XRT provides error reporting APIs and tools. The are two types of errors, as follows:
- Synchronous error
- Errors detectable during the XRT runtime function call.
- Asynchronous error
- Errors from the underneath driver, system, hardware, etc.
auto ghdl=xrt::graph(device,uuid,"gr");
try{
ghdl.update("gr.fir24.in[1]",narrow_filter);
ghdl.run(16);
ghdl.read("gr.fir24.inout[0]", coeffs_readback);//Async read
}catch(std::exception const& e){
std::cout<<"Graph Execution Error"<<std::endl;
return 1;
}
An asynchronous error can occur independently of the current XRT function call or the running application.

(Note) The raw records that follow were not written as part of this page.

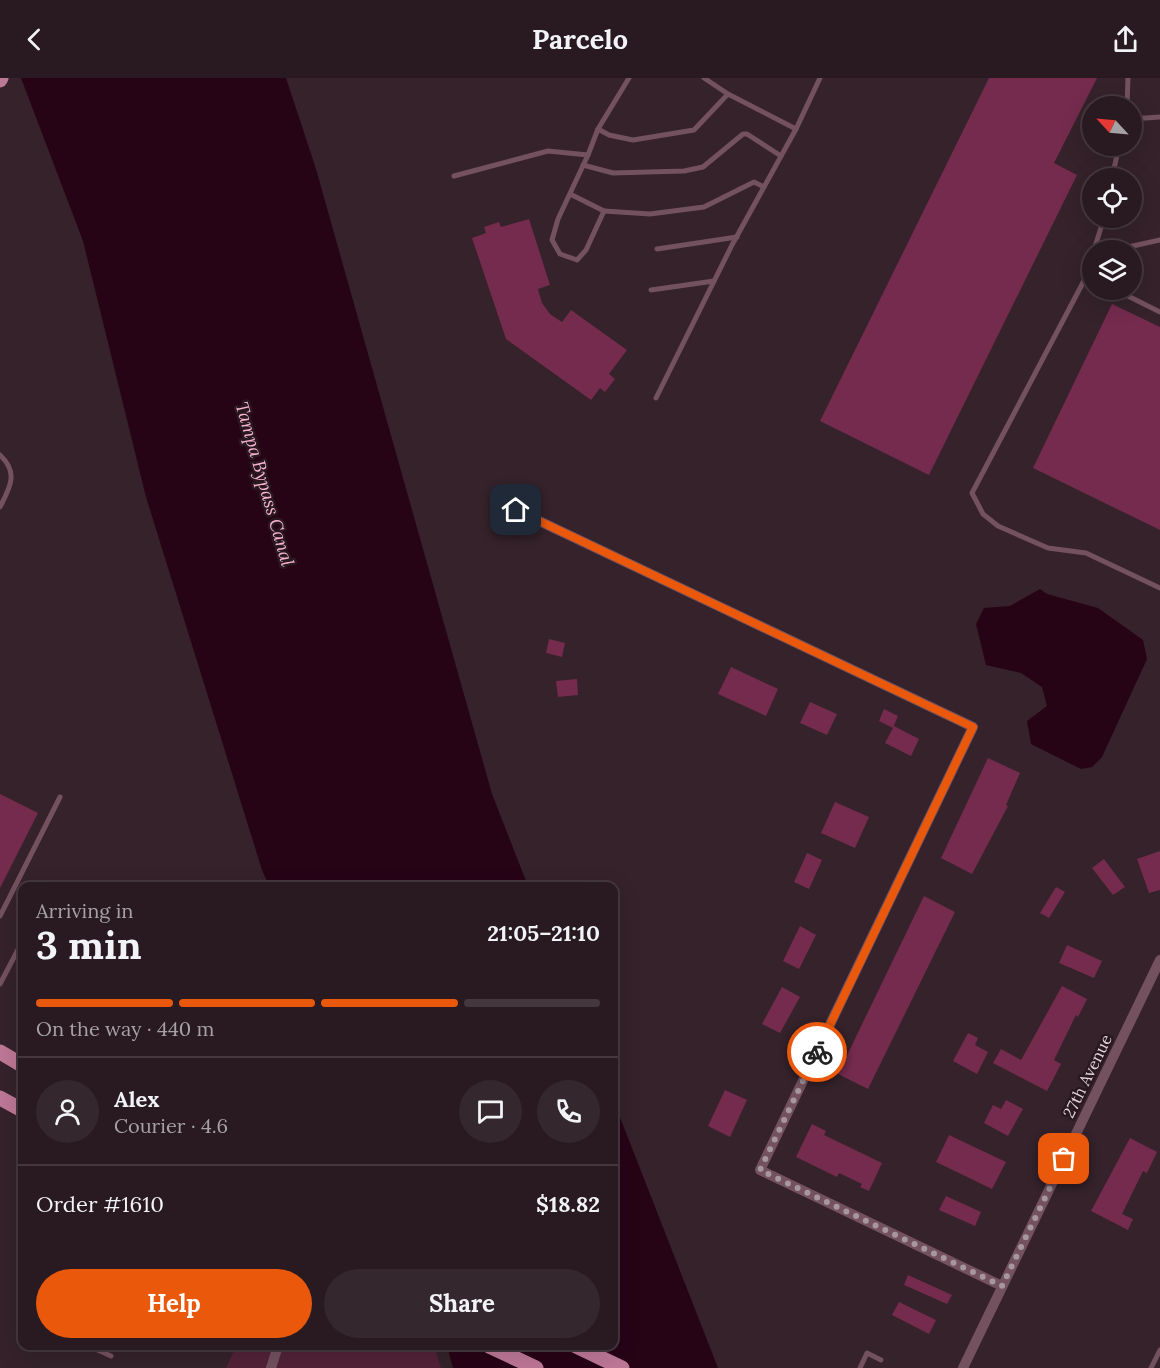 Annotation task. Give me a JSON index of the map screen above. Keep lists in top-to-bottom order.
{
  "streets": {
    "street": ["27th Avenue"]
  },
  "water": ["Tampa Bypass Canal"],
  "north": "top left",
  "page": {
    "header": "Parcelo",
    "heading": ["3 min", "Arriving in", "21:05–21:10"],
    "panel": [
      "Alex",
      "Courier · 4.6",
      "Order #1610",
      "$18.82"
    ],
    "bar": "On the way · 440 m",
    "buttons": ["Help", "Share"]
  }
} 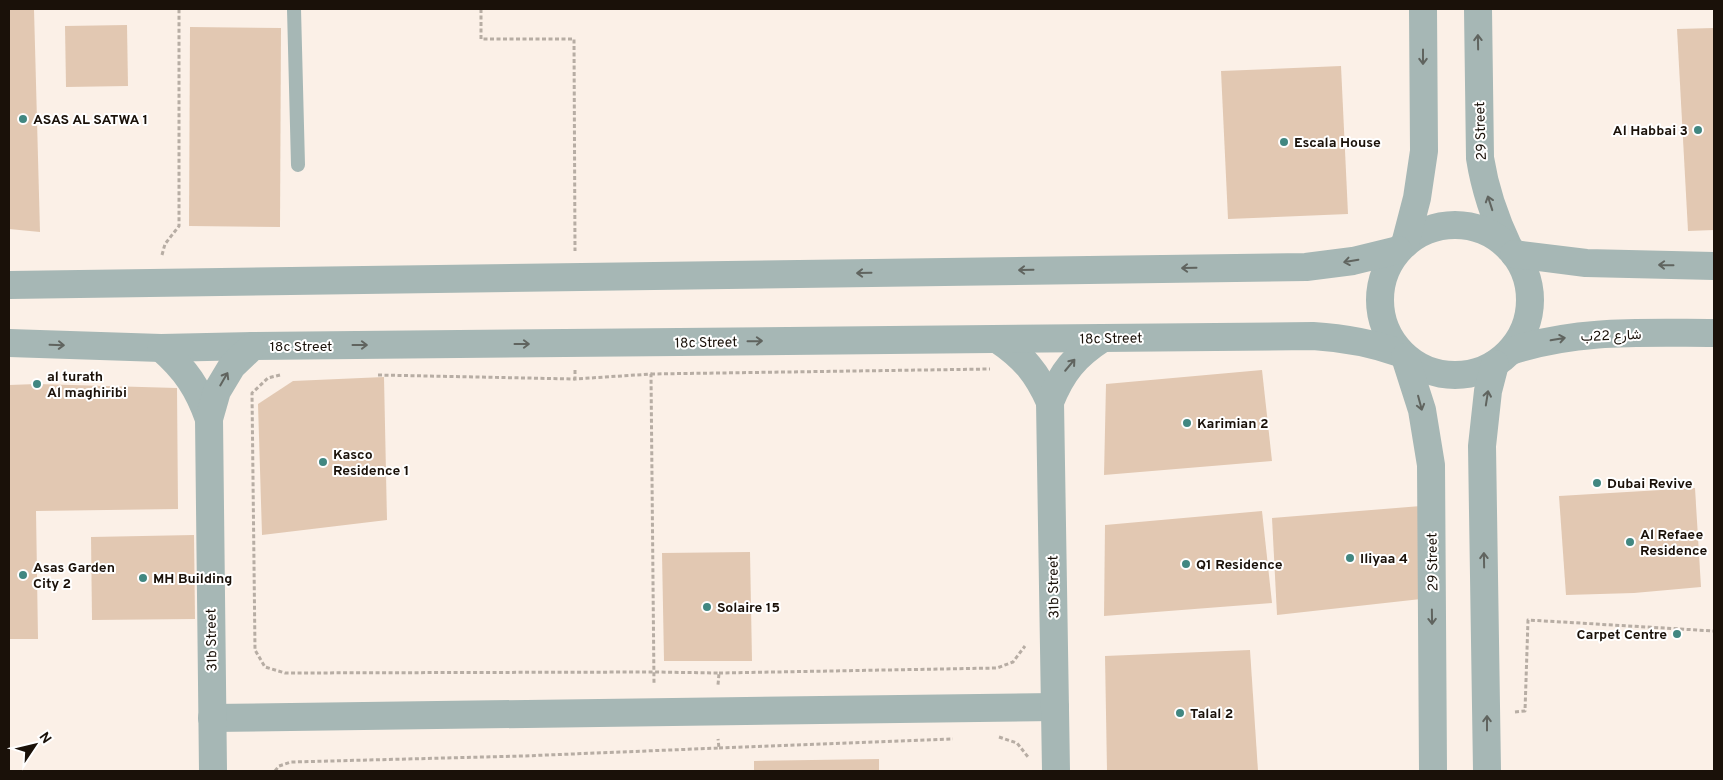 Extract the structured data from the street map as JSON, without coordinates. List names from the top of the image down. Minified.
{"streets":{"street":["29 Street","شارع 22ب","18c Street","31b Street"]},"crossings":[["29 Street","شارع 22ب"],["29 Street","18c Street"],["شارع 22ب","18c Street"],["18c Street","31b Street"]],"places":["ASAS AL SATWA 1","Al Habbai 3","Escala House","al turath Al maghiribi","Karimian 2","Kasco Residence 1","Dubai Revive","Al Refaee Residence","Iliyaa 4","Q1 Residence","Asas Garden City 2","MH Building","Solaire 15","Carpet Centre","Talal 2"],"north":"top right"}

Asynchronous errors are cached in driver subsystems and can be accessed by the user application through the asynchronous error reporting APIs. Cached errors are persistent until explicitly cleared.

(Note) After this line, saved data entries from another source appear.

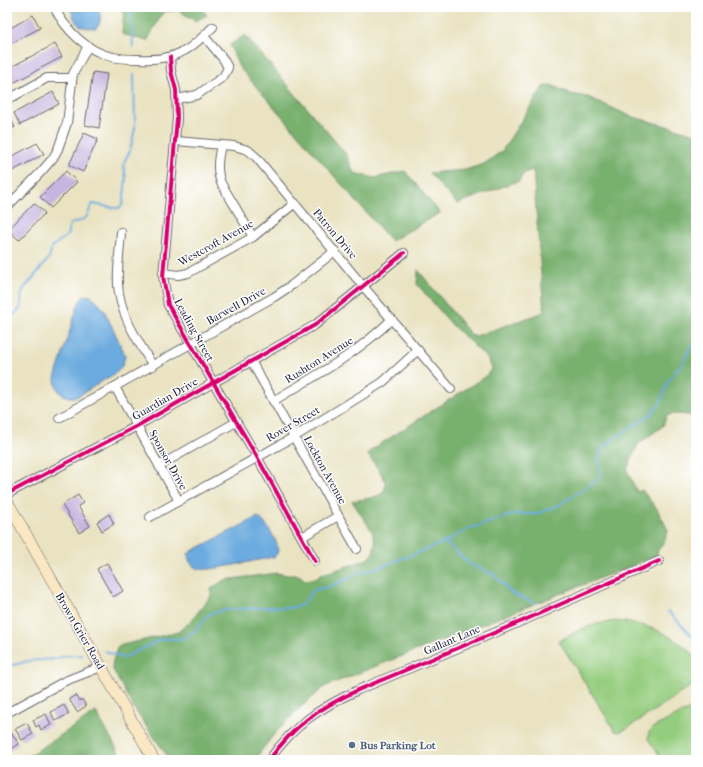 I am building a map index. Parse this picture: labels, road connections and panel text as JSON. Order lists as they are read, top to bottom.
{
  "streets": {
    "main road": ["Brown Grier Road"],
    "street": [
      "Patron Drive",
      "Westcroft Avenue",
      "Barwell Drive",
      "Leading Street",
      "Rushton Avenue",
      "Guardian Drive",
      "Rover Street",
      "Sponsor Drive",
      "Lockton Avenue",
      "Gallant Lane"
    ]
  },
  "crossings": [
    ["Patron Drive", "Westcroft Avenue"],
    ["Patron Drive", "Barwell Drive"],
    ["Patron Drive", "Leading Street"],
    ["Patron Drive", "Rushton Avenue"],
    ["Patron Drive", "Guardian Drive"],
    ["Patron Drive", "Rover Street"],
    ["Westcroft Avenue", "Leading Street"],
    ["Barwell Drive", "Leading Street"],
    ["Barwell Drive", "Sponsor Drive"],
    ["Leading Street", "Guardian Drive"],
    ["Leading Street", "Rover Street"],
    ["Rushton Avenue", "Lockton Avenue"],
    ["Guardian Drive", "Sponsor Drive"],
    ["Guardian Drive", "Lockton Avenue"],
    ["Rover Street", "Sponsor Drive"],
    ["Rover Street", "Lockton Avenue"]
  ],
  "places": ["Bus Parking Lot"]
}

Persistent errors are not necessarily indicative of the current system
state. For example, a reset board can function correctly while previously cached errors are
still available. To avoid current state confusion, asynchronous errors have a timestamp
attached indicating when the error occurred. The timestamp can be compared to, for example,
the timestamp for the last xrt-smi reset.
The errors cached by the driver contain a system error code and additional meta data, as defined in the xrt_error_code.h file in the XRT Repository. The user space and the kernel space share this information.
The XRT error handling APIs can refer to experimental/xrt_error.h. An asynchronous error handling example:
xrt::error error(device, XRT_ERROR_CLASS_AIE);
auto errCode = error.get_error_code();
auto timestamp = error.get_timestamp();
auto err_str = error.to_string();
/* code to deal with this specific error */
std::cout<<"Async error: "<< err_str << std::endl;
Following is an example asynchronous error output:
Error Number (6): AIE_ACCESS
Error Driver (4): DRIVER_AIE
Error Severity (3): SEVERITY_CRITICAL
Error Module (3): MODULE_AIE_CORE
Error Class (2): CLASS_AIE
Timestamp: 1637342412366664740
XRT maintains the latest error for each class and an associated timestamp.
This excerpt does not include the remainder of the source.